Records provided: Begin

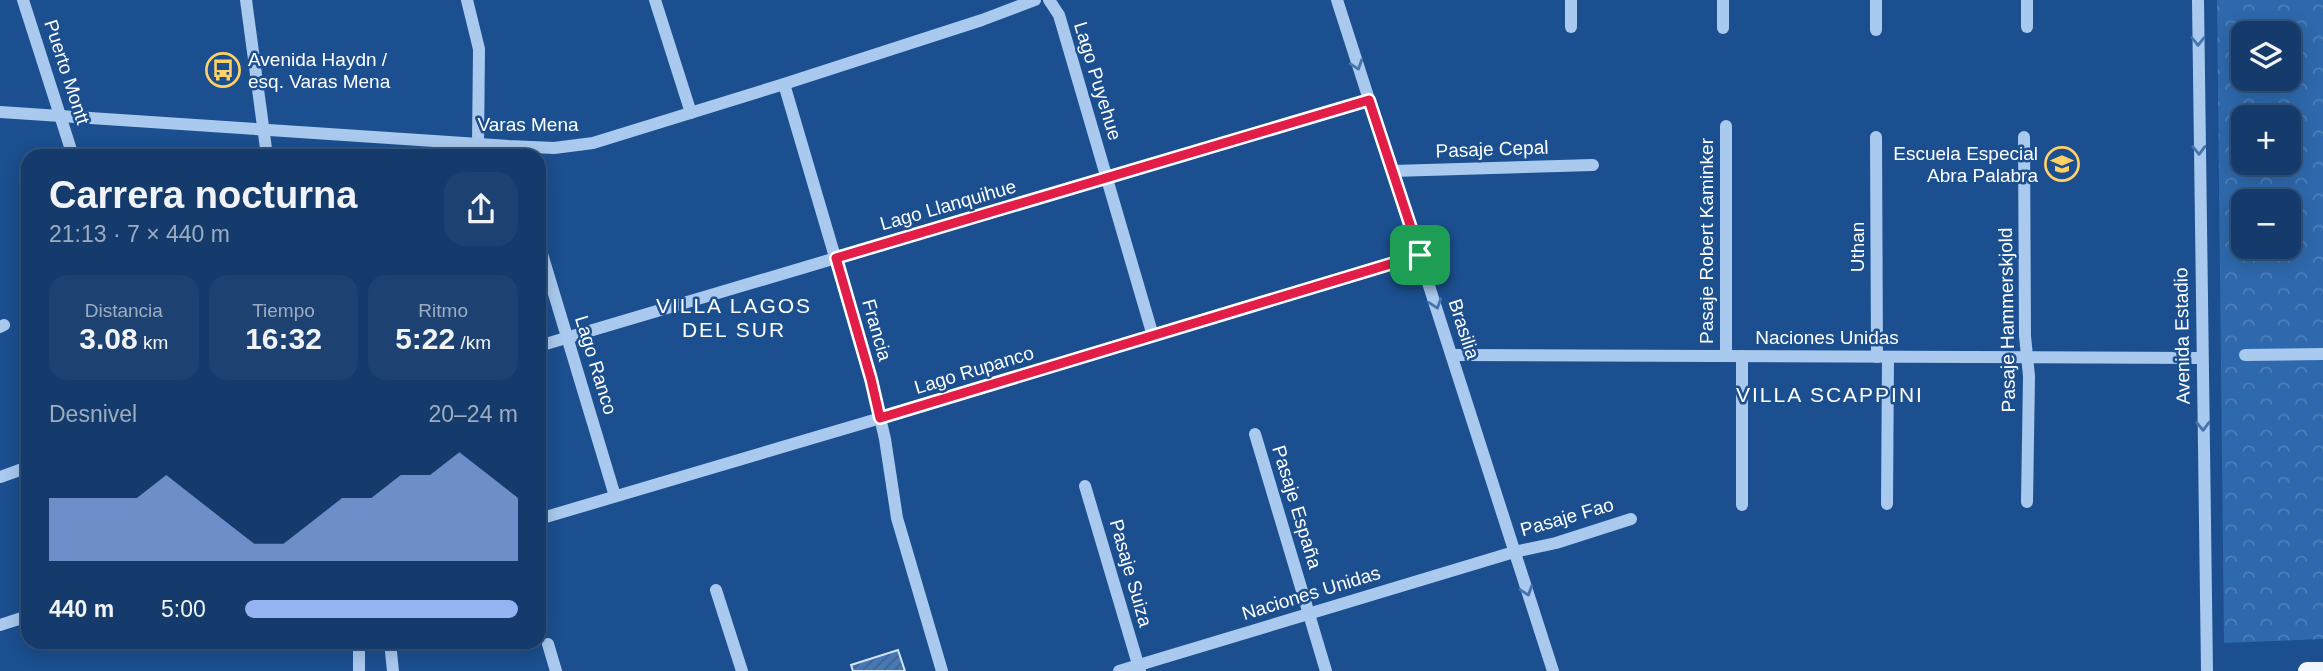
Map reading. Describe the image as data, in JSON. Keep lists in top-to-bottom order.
{
  "streets": {
    "street": [
      "Puerto Montt",
      "Lago Puyehue",
      "Varas Mena",
      "Pasaje Cepal",
      "Lago Llanquihue",
      "Pasaje Robert Kaminker",
      "Uthan",
      "Pasaje Hammerskjold",
      "Brasilia",
      "Francia",
      "Avenida Estadio",
      "Naciones Unidas",
      "Lago Ranco",
      "Lago Rupanco",
      "Pasaje España",
      "Pasaje Fao",
      "Pasaje Suiza"
    ]
  },
  "crossings": [
    ["Puerto Montt", "Varas Mena"],
    ["Lago Puyehue", "Lago Llanquihue"],
    ["Lago Puyehue", "Lago Rupanco"],
    ["Varas Mena", "Francia"],
    ["Pasaje Cepal", "Brasilia"],
    ["Lago Llanquihue", "Brasilia"],
    ["Lago Llanquihue", "Francia"],
    ["Lago Llanquihue", "Lago Ranco"],
    ["Pasaje Robert Kaminker", "Naciones Unidas"],
    ["Uthan", "Naciones Unidas"],
    ["Pasaje Hammerskjold", "Naciones Unidas"],
    ["Brasilia", "Naciones Unidas"],
    ["Brasilia", "Lago Rupanco"],
    ["Brasilia", "Pasaje Fao"],
    ["Francia", "Lago Rupanco"],
    ["Avenida Estadio", "Naciones Unidas"],
    ["Naciones Unidas", "Pasaje España"],
    ["Naciones Unidas", "Pasaje Fao"],
    ["Naciones Unidas", "Pasaje Suiza"],
    ["Lago Ranco", "Lago Rupanco"]
  ],
  "one_way": ["Brasilia", "Avenida Estadio"],
  "districts": ["VILLA LAGOS DEL SUR", "VILLA SCAPPINI"],
  "places": {
    "bus stop": ["Avenida Haydn / esq. Varas Mena"],
    "school or university": ["Escuela Especial Abra Palabra"]
  },
  "page": {
    "map_buttons": ["+", "−"],
    "heading": ["Carrera nocturna", "21:13 · 7 × 440 m"],
    "stats": [
      ["Distancia", "3.08 km"],
      ["Tiempo", "16:32"],
      ["Ritmo", "5:22 /km"]
    ],
    "chart": ["Desnivel", "20–24 m"],
    "list": [
      {
        "name": "440 m",
        "note": "5:00"
      }
    ]
  }
}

Records provided: End

- Exercise directions: From the entries above, return each line with the word "Avenida" in it.

- Exercise output:
      "Avenida Estadio",
    ["Avenida Estadio", "Naciones Unidas"],
  "one_way": ["Brasilia", "Avenida Estadio"],
    "bus stop": ["Avenida Haydn / esq. Varas Mena"],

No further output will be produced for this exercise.